Tag Archive | advice

My learnings from the pre-treatment phase

It has been nearly one month since I was diagnosed with breast cancer.  Though my journey has only begun, I’ve collected a number of learnings from this pre-treatment phase (pre-diagnosis, testing, and diagnosis) that I share with you below.  I truly hope you and/or your loved ones find benefit from them.

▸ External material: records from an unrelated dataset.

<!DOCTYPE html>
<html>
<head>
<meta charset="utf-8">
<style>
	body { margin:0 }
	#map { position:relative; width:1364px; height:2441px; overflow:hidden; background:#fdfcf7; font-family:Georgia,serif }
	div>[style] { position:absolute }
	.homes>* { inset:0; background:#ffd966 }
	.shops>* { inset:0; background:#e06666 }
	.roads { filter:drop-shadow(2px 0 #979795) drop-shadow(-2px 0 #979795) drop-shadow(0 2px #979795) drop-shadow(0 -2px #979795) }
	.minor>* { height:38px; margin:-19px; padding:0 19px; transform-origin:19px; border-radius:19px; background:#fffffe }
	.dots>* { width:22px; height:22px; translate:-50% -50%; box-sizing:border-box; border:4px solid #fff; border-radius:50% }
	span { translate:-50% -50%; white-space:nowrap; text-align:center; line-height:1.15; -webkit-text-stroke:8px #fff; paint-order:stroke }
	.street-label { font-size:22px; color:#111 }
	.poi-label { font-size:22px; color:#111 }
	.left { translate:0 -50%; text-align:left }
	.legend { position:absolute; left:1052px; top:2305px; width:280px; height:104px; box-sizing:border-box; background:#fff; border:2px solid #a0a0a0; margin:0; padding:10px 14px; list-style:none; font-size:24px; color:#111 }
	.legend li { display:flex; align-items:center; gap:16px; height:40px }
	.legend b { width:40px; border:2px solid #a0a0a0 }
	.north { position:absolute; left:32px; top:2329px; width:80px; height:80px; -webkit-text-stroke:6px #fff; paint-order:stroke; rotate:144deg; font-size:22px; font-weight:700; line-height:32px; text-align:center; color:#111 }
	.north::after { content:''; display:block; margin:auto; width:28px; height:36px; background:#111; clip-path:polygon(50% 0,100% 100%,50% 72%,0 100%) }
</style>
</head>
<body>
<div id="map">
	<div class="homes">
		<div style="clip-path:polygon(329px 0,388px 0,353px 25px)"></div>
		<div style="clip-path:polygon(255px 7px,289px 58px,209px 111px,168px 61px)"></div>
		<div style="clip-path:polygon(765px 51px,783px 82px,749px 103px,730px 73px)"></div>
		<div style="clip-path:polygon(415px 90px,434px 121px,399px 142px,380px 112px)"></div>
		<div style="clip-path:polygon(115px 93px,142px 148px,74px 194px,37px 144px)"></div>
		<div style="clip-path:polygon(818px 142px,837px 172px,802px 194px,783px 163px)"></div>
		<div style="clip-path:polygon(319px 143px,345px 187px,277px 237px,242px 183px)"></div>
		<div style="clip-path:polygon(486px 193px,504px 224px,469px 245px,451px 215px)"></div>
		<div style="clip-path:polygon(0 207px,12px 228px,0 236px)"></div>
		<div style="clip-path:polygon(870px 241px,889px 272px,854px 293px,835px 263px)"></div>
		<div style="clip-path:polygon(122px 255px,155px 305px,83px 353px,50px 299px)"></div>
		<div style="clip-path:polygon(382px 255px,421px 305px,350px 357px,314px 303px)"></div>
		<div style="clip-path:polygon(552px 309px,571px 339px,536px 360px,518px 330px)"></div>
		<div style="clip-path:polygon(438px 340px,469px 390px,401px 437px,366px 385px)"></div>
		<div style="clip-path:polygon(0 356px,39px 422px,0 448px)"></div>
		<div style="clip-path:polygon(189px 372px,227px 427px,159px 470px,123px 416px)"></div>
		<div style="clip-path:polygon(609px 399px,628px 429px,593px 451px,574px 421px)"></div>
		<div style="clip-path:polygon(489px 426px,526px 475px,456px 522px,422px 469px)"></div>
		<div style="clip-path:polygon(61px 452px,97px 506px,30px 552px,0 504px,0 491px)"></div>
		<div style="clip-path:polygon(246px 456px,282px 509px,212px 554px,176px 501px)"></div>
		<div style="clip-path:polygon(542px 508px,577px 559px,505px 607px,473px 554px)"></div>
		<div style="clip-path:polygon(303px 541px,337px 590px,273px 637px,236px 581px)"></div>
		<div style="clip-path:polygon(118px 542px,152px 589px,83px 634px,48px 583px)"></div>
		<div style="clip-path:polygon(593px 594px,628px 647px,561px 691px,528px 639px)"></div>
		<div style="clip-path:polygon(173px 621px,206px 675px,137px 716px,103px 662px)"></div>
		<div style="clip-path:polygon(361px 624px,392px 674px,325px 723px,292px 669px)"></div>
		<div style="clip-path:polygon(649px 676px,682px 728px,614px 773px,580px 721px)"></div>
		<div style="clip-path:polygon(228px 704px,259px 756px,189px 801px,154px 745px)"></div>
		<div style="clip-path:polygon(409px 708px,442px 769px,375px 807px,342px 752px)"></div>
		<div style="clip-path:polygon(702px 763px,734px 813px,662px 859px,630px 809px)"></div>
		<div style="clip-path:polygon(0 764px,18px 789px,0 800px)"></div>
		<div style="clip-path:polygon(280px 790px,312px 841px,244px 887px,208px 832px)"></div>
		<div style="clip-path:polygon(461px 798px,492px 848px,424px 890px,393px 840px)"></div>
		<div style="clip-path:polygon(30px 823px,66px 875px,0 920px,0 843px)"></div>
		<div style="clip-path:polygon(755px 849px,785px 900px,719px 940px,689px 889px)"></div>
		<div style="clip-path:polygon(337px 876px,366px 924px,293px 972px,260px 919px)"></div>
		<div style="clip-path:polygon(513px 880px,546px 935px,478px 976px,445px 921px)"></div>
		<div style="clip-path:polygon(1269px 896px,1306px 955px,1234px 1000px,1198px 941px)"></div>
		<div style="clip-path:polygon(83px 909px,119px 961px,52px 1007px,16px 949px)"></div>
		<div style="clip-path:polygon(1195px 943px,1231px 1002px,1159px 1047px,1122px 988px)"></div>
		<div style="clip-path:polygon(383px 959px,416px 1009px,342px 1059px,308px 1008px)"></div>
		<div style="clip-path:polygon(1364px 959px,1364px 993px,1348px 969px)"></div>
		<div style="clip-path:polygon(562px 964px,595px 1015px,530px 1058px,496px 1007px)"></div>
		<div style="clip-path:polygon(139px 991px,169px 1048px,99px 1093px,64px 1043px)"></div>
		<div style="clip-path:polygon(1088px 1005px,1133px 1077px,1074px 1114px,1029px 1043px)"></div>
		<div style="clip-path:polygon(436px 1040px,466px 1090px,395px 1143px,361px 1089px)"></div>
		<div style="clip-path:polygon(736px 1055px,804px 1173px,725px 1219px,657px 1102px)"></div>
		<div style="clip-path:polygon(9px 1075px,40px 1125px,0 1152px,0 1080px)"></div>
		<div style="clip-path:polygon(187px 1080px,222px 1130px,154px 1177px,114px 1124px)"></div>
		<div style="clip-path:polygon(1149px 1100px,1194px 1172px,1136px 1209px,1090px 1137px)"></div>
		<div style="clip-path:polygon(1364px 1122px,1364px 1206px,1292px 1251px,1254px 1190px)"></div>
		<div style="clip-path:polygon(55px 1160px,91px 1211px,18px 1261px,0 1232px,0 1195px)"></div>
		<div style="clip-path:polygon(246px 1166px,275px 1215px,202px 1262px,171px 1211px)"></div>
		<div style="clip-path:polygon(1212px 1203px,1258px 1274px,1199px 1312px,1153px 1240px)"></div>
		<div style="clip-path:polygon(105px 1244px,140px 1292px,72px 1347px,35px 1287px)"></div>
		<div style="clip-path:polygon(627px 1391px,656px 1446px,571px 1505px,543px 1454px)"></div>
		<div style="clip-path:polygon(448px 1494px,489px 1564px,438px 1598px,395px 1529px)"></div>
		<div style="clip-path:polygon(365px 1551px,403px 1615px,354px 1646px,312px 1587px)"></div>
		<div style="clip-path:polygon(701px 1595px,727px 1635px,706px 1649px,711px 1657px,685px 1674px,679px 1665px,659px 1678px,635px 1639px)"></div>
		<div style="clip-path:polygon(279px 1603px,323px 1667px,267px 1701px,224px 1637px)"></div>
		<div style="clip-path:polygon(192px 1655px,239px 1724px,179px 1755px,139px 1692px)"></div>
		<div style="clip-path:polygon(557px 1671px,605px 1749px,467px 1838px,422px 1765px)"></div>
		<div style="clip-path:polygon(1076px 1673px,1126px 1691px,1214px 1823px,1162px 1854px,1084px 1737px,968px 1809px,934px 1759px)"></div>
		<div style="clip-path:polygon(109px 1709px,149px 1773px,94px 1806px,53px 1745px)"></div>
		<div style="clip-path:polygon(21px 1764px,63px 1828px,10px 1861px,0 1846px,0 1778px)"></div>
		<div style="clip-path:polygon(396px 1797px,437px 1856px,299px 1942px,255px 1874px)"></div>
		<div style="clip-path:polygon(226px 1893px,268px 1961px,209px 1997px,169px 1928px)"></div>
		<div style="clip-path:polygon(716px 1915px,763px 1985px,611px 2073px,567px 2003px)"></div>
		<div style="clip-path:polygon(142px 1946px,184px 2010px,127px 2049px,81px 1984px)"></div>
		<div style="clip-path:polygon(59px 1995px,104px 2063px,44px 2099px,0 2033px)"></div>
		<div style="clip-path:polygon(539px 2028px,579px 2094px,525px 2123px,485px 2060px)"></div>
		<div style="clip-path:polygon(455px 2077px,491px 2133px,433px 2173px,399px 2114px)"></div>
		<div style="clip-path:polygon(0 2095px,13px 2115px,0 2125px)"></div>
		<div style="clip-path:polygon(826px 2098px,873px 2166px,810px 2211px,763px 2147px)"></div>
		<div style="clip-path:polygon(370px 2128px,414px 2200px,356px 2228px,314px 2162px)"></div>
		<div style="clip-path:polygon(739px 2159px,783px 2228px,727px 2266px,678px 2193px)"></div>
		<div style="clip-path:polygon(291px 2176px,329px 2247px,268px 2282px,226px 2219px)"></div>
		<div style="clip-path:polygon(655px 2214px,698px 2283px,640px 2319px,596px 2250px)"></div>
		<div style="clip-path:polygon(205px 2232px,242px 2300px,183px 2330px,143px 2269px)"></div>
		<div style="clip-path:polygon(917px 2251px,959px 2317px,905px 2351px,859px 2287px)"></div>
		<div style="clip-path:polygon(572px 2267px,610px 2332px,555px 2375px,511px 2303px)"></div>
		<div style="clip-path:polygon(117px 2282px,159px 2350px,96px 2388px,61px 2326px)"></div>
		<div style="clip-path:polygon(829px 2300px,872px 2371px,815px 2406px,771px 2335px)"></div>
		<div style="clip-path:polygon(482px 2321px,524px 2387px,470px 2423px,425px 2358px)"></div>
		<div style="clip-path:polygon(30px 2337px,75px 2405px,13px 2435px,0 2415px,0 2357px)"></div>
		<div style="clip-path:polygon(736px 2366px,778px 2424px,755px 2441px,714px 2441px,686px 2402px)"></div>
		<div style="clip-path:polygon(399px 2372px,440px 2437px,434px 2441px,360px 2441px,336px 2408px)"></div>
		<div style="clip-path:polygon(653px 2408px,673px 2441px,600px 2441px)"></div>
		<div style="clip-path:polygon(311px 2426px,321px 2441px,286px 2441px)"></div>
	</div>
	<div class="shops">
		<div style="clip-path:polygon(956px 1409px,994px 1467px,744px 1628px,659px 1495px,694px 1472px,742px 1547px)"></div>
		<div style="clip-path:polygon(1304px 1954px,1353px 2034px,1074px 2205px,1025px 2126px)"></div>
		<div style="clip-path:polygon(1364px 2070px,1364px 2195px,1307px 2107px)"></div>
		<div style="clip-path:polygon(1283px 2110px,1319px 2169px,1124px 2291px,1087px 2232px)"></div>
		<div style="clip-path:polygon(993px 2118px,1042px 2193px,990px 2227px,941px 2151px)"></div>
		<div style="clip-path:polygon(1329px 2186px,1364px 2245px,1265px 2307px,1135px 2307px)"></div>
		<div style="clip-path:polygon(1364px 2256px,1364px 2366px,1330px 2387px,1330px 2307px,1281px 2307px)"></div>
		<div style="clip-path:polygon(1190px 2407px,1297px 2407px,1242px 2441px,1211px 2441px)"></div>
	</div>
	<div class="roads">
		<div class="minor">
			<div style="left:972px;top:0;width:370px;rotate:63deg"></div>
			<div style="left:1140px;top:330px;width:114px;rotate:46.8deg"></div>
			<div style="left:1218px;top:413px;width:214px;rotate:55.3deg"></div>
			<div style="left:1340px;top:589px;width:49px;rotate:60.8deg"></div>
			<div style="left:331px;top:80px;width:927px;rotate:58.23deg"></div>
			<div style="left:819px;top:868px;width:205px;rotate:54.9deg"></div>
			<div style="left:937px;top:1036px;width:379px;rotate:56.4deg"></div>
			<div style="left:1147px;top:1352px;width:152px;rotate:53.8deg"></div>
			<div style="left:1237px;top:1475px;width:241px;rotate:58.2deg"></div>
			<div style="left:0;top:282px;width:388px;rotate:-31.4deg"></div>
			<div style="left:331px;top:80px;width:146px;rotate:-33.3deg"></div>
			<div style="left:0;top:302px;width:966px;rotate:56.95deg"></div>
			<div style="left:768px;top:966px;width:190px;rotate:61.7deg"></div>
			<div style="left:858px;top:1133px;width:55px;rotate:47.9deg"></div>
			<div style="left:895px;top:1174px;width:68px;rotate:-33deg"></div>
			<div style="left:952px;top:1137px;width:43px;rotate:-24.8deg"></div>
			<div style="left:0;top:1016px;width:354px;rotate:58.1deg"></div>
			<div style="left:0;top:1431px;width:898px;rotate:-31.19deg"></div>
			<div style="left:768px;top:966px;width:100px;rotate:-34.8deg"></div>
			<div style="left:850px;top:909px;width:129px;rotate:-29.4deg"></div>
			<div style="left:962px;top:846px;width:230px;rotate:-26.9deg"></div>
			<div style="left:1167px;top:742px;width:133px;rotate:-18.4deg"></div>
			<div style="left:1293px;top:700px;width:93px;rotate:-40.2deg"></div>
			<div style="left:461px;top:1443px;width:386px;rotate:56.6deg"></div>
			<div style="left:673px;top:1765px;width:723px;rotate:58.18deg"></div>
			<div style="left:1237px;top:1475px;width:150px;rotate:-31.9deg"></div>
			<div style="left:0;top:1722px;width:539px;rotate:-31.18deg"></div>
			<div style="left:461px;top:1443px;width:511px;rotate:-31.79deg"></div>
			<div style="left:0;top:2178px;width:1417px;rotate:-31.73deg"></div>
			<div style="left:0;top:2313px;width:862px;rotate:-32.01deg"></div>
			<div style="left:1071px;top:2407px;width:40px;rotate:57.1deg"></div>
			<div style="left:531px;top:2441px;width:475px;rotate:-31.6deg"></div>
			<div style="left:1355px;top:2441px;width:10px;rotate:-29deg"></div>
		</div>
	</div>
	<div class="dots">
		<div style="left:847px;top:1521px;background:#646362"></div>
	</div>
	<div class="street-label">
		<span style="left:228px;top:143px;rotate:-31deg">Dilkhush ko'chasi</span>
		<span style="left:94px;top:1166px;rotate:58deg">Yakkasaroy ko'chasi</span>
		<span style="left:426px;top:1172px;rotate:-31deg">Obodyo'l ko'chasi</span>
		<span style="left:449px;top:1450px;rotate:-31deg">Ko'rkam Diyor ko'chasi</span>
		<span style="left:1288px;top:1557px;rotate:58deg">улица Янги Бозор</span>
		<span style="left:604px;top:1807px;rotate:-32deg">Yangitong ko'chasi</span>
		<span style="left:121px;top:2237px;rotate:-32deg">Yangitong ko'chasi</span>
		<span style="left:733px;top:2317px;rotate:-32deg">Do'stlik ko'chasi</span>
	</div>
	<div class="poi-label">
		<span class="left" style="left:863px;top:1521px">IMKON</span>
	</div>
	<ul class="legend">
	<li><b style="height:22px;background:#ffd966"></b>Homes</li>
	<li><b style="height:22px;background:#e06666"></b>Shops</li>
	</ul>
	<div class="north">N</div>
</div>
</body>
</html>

  1. Do self exams:  If you’re a female, do them.  If you’re male, tell all your female loved ones to do them. It doesn’t matter if you or they are 30 or 60 – it can save their life.  Yes, I understand not everyone’s insurance covers MRIs and mammograms, but that is no reason to let a lump go undiscovered.  Many articles say to conduct self exams in the shower, but I recommend trying to (also) do them when lying down with your arm lifted creating a right angle at your shoulder.  My lump was best felt in that position and easily overlooked when standing up.
  2. Healthy paranoia can be your friend:  If you even think there’s a possibility you’ve felt something, act on it.  I knew my lump could easily be pregnancy-related -probabilistically it should have been.  Healthy paranoia, however, drove us to the OB-GYN’s office and eventually to a biopsy.  It was not only a great friend, it may have saved my life.
  3. Be forward-looking:  It’s perfectly fine to be shocked and to cry and to wonder how life can be so unfair.  Soon though, you realize it is more empowering to focus energies towards action.  Figure out what needs to be done and work towards doing it.  As Ash likes to recite – “Hope is not a course of action.”
  4. Emotions come in waves:  You never know when and where what emotion will hit you.  It can vary when sharing the news of your cancer with family and friends – sometimes I cried, sometimes I was very composed and just spoke matter of factly, and sometimes I kept laughing as a socially awkward defense mechanism.  Similarly, emotions will come in waves at the most unexpected time.  Despite only ever planning to have two children, I couldn’t help but cry when the doctor asked me if I’m done having children.  Though I know fertility treatment options are now available for those that want to improve their chances of preserving that ability, the thought that I might lose my fertility and not even have the choice to have more children, triggered an unexpected sense of mourning.
  5. You never know how someone might be able to help you if you don’t open up to them:  We got access to the leading team at Stanford because Ash shared the news with his assistant at work and it just so happened that her godparents are big donors to the breast cancer center and were able to call in a favor.
  6. Compile and retain a copy of all medical reports and imagery:  Collect all relevant medical records from past exams and request copies of the imagery on CD from each hospital’s release of medical information department.  When going to each new test/procedure, request a copy of the report and imagery at that time itself.  It may be given to you in that appointment or mailed to you later, but standard to be provided for you to retain in your personal records.  Carry these records to all doctors/institutions you are seeking opinions from, but never leave behind one of your original copies.  The doctor will be equipped to make a copy and return the original to you.
  7. Take time to find the right locus of care:  Though psychologically, you and your loved ones will want to move to action and get the tumor out as soon as possible, there is longer term value in taking the time to reasonably slow down and do your research to assess the right treatment plan and medical team.  As many doctors reminded us, when it comes to breast cancer, days don’t matter, months do.  Ultimately though, weeks are a grey area so take the necessary time, but be efficient when doing so.
  8. Take control of your own medical fate:  Do your own research, find the doctor with the narrowest and deepest expertise for your specific case / tumor, get a 2nd (maybe 3rd!) opinion, and don’t be shy about asking questions.  One family friend shared the story of her mid-30s friend who was diagnosed with and treated for Stage 1 breast cancer, only to be diagnosed with Stage 4 cancer just 4 months after she finished her treatment.  Perhaps her stage was misdiagnosed from the beginning or perhaps her treatment plan was insufficiently aggressive.  Regardless, multiple opinions and/or increased testing could have given her story a different ending.
  9. Ultimately, however, you have to put your trust somewhere and in someone:  The problem with being over educated and comfortable with data is that it’s easy to get caught up in a never-ending cycle of research and second-guessing.  We reached a point where we were reading and comparing the details of clinical trials to essentially identify our own treatment plan, only to further confuse ourselves since no perfect data exists for what we need to know.  Eventually, the science becomes an art and you have to trust that your medical team is competent and acting in your best interests.
  10. Stay positive and be thankful:  Step back and identify the silver linings in your story.  Recognize what you have to be thankful for, what you have to fight for, and ultimately, what you have to live for.